We each received word yesterday
that the publishers of Encyclopaedia
Britannica would stop producing hardbound, paper copies of their venerable
reference. Actually, they stopped in
2010 but didn’t tell anyone. Now they’ve
disclosed they’ve been able to sell just 8,000 copies of the collection. The rest are in a warehouse in Chicago,
looking for someone who needs historically accurate, out-of-date information.
According to the company,
they’ll continue publishing online and will sell their services to individuals,
schools and libraries. In some respects,
that’s good. The Web is much more easily
updated, more interactive, and can deliver motion, sound, and color
simultaneously.
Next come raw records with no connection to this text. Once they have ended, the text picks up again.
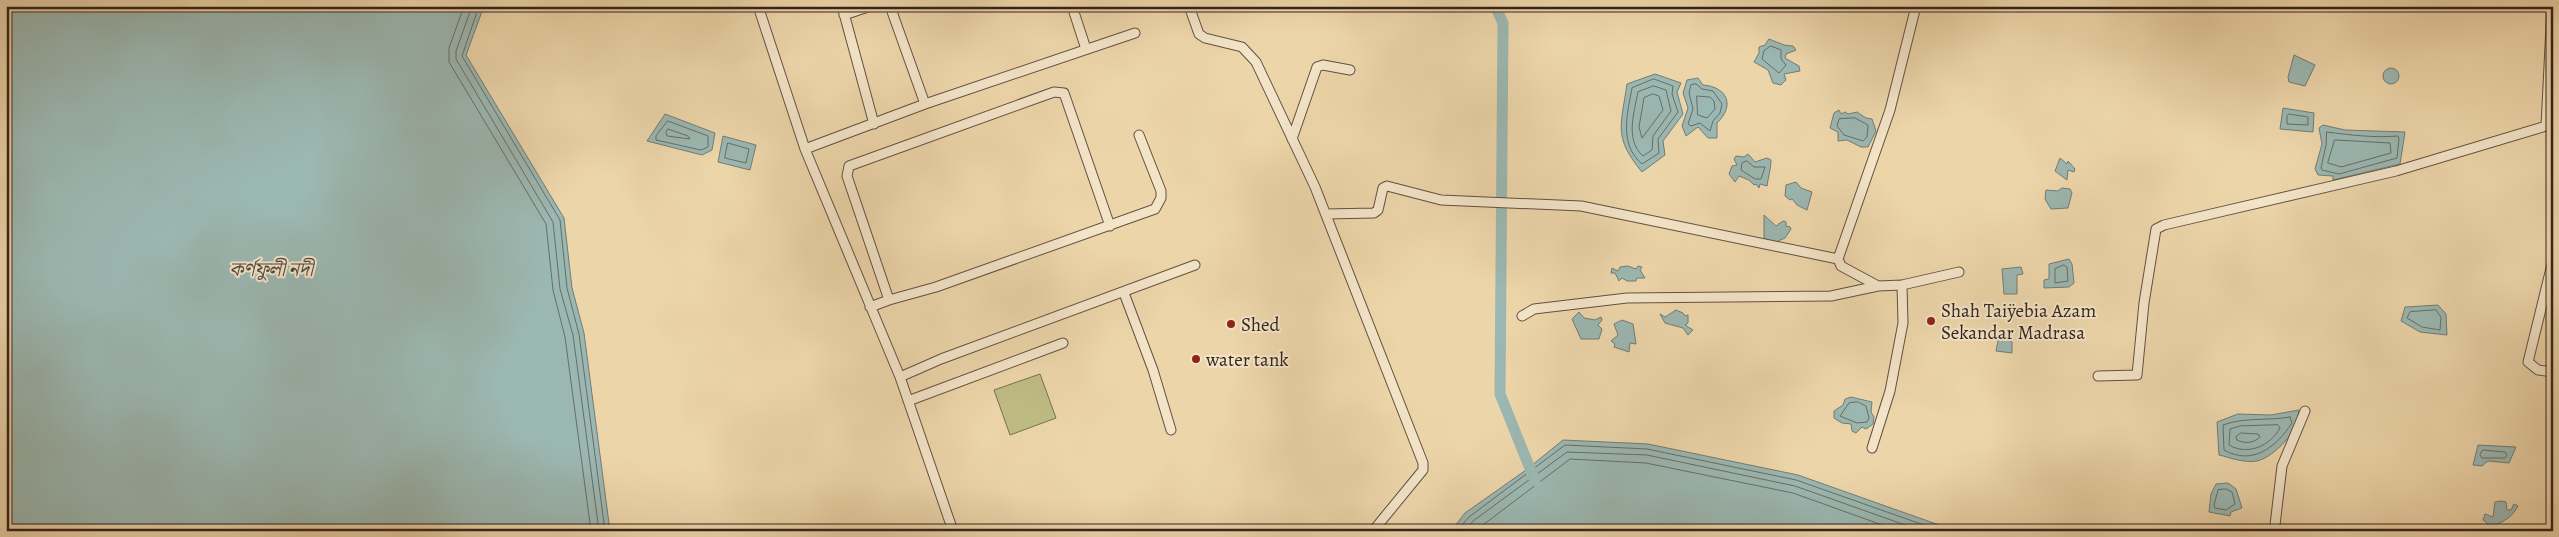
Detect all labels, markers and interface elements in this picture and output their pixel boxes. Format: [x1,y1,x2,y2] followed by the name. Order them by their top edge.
[229,256,315,283] water label: কর্ণফুলী নদী
[1941,298,2096,346] place label: Shah Taiÿebia Azam Sekandar Madrasa
[1241,312,1281,338] place label: Shed
[1925,315,1937,327] marker: Shah Taiÿebia Azam Sekandar Madrasa
[1225,318,1237,330] marker: Shed
[1205,347,1289,373] place label: water tank
[1190,353,1202,365] marker: water tank

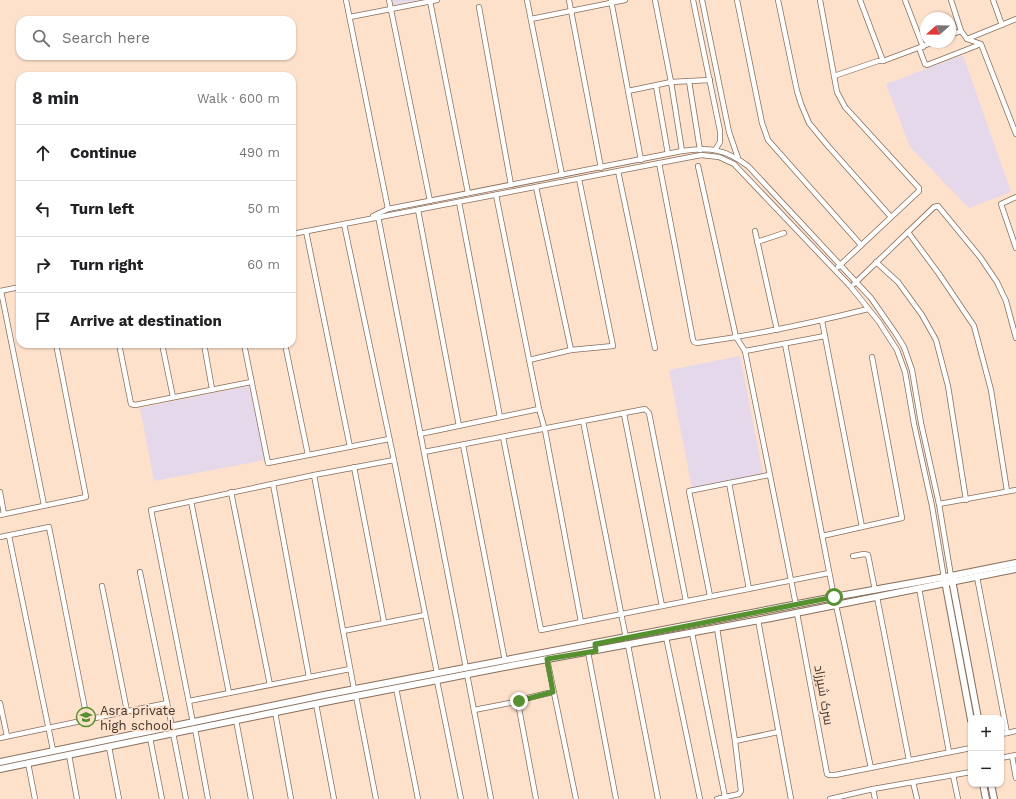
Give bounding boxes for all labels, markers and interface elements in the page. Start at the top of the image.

In other respects,
that’s not good, particularly for young readers, older folks, immigrants, and
technophobes who’d rather read a book.
Britannica’s decision is, in so
many ways, simply a mile marker along the way to the new world of the 21st
century. In mid-20th century America, a
set of Britannicas on the shelf was a status symbol: a sign that the family had
money, taste, some pretense to intellect, or at least a very strong desire to
be seen that way. Other families had the
World Book, Colliers, or the Encyclopedia Americana (my own family’s
choice). Annual yearbooks updated
entries in science, technology, industrial manufacturing, botany, and
more. And, for so many of us who grew up
in the 20th century, it was fun just to look through those volumes,
read, and wonder about the world.
Wikipedia has largely replaced
those printed volumes, principally because it’s free. Everything on the Web is free (or should be,
according to it most passionate users).
The fact that it’s not written, edited, or monitored by content matter
experts seems to be of little concern.
Crowd-sourcing has replaced experts and, though not good, the accuracy
quotient of Wikipedia articles seems to be improving.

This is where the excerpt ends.